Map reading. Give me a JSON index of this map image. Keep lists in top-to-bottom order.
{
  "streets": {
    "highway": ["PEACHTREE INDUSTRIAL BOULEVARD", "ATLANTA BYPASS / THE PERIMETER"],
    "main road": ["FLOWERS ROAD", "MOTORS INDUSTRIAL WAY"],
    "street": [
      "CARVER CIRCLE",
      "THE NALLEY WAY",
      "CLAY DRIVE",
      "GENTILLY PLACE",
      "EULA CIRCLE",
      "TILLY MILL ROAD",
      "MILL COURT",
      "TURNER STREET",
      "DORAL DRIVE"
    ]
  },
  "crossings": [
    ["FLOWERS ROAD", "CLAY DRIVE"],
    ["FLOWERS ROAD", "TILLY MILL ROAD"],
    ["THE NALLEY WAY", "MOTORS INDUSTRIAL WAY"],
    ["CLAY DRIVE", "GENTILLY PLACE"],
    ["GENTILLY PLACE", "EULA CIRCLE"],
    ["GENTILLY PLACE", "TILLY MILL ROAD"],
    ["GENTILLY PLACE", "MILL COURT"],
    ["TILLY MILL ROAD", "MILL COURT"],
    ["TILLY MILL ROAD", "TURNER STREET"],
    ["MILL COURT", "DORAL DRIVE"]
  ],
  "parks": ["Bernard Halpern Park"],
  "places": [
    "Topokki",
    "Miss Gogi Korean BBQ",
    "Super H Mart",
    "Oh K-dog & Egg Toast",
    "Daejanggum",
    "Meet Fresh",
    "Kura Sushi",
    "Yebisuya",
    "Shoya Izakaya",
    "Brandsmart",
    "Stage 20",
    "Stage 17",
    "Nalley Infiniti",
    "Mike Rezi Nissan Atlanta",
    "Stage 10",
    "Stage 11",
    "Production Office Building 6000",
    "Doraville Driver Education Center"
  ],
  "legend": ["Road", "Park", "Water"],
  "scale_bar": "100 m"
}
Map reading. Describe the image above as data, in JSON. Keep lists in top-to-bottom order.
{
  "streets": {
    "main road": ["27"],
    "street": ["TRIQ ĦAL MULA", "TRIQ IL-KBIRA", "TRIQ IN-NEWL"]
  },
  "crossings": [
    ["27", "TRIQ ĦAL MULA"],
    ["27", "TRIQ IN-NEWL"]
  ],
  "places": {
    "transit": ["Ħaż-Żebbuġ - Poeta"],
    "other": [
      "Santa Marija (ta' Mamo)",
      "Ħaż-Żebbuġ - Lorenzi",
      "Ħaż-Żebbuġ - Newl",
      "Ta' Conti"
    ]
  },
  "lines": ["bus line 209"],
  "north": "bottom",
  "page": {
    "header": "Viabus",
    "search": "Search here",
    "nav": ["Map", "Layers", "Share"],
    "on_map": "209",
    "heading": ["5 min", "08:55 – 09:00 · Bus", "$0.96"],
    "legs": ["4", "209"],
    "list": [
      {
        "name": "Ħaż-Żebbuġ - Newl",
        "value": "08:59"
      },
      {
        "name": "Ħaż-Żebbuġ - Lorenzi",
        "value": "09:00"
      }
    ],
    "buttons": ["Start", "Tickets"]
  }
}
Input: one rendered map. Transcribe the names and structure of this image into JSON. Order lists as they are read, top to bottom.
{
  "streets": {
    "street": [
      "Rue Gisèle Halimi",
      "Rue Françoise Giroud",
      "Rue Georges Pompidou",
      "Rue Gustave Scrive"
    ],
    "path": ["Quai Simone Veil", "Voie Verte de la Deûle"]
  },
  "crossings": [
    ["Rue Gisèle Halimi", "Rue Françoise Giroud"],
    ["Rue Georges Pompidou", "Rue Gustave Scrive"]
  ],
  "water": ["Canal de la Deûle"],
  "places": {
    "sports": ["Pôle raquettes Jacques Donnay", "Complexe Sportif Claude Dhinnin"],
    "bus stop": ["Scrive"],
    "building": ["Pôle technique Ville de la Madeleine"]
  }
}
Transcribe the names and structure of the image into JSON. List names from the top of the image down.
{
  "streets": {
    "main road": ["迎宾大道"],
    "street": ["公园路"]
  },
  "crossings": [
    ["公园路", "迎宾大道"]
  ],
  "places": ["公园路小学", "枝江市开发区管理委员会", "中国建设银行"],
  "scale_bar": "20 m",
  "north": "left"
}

**Work request**: Write out every record again, exactly as it was written.

**Answer to this task**:
Map reading. Give me a JSON index of this map image. Keep lists in top-to-bottom order.
{
  "streets": {
    "highway": ["PEACHTREE INDUSTRIAL BOULEVARD", "ATLANTA BYPASS / THE PERIMETER"],
    "main road": ["FLOWERS ROAD", "MOTORS INDUSTRIAL WAY"],
    "street": [
      "CARVER CIRCLE",
      "THE NALLEY WAY",
      "CLAY DRIVE",
      "GENTILLY PLACE",
      "EULA CIRCLE",
      "TILLY MILL ROAD",
      "MILL COURT",
      "TURNER STREET",
      "DORAL DRIVE"
    ]
  },
  "crossings": [
    ["FLOWERS ROAD", "CLAY DRIVE"],
    ["FLOWERS ROAD", "TILLY MILL ROAD"],
    ["THE NALLEY WAY", "MOTORS INDUSTRIAL WAY"],
    ["CLAY DRIVE", "GENTILLY PLACE"],
    ["GENTILLY PLACE", "EULA CIRCLE"],
    ["GENTILLY PLACE", "TILLY MILL ROAD"],
    ["GENTILLY PLACE", "MILL COURT"],
    ["TILLY MILL ROAD", "MILL COURT"],
    ["TILLY MILL ROAD", "TURNER STREET"],
    ["MILL COURT", "DORAL DRIVE"]
  ],
  "parks": ["Bernard Halpern Park"],
  "places": [
    "Topokki",
    "Miss Gogi Korean BBQ",
    "Super H Mart",
    "Oh K-dog & Egg Toast",
    "Daejanggum",
    "Meet Fresh",
    "Kura Sushi",
    "Yebisuya",
    "Shoya Izakaya",
    "Brandsmart",
    "Stage 20",
    "Stage 17",
    "Nalley Infiniti",
    "Mike Rezi Nissan Atlanta",
    "Stage 10",
    "Stage 11",
    "Production Office Building 6000",
    "Doraville Driver Education Center"
  ],
  "legend": ["Road", "Park", "Water"],
  "scale_bar": "100 m"
}
Map reading. Describe the image above as data, in JSON. Keep lists in top-to-bottom order.
{
  "streets": {
    "main road": ["27"],
    "street": ["TRIQ ĦAL MULA", "TRIQ IL-KBIRA", "TRIQ IN-NEWL"]
  },
  "crossings": [
    ["27", "TRIQ ĦAL MULA"],
    ["27", "TRIQ IN-NEWL"]
  ],
  "places": {
    "transit": ["Ħaż-Żebbuġ - Poeta"],
    "other": [
      "Santa Marija (ta' Mamo)",
      "Ħaż-Żebbuġ - Lorenzi",
      "Ħaż-Żebbuġ - Newl",
      "Ta' Conti"
    ]
  },
  "lines": ["bus line 209"],
  "north": "bottom",
  "page": {
    "header": "Viabus",
    "search": "Search here",
    "nav": ["Map", "Layers", "Share"],
    "on_map": "209",
    "heading": ["5 min", "08:55 – 09:00 · Bus", "$0.96"],
    "legs": ["4", "209"],
    "list": [
      {
        "name": "Ħaż-Żebbuġ - Newl",
        "value": "08:59"
      },
      {
        "name": "Ħaż-Żebbuġ - Lorenzi",
        "value": "09:00"
      }
    ],
    "buttons": ["Start", "Tickets"]
  }
}
Input: one rendered map. Transcribe the names and structure of this image into JSON. Order lists as they are read, top to bottom.
{
  "streets": {
    "street": [
      "Rue Gisèle Halimi",
      "Rue Françoise Giroud",
      "Rue Georges Pompidou",
      "Rue Gustave Scrive"
    ],
    "path": ["Quai Simone Veil", "Voie Verte de la Deûle"]
  },
  "crossings": [
    ["Rue Gisèle Halimi", "Rue Françoise Giroud"],
    ["Rue Georges Pompidou", "Rue Gustave Scrive"]
  ],
  "water": ["Canal de la Deûle"],
  "places": {
    "sports": ["Pôle raquettes Jacques Donnay", "Complexe Sportif Claude Dhinnin"],
    "bus stop": ["Scrive"],
    "building": ["Pôle technique Ville de la Madeleine"]
  }
}
Transcribe the names and structure of the image into JSON. List names from the top of the image down.
{
  "streets": {
    "main road": ["迎宾大道"],
    "street": ["公园路"]
  },
  "crossings": [
    ["公园路", "迎宾大道"]
  ],
  "places": ["公园路小学", "枝江市开发区管理委员会", "中国建设银行"],
  "scale_bar": "20 m",
  "north": "left"
}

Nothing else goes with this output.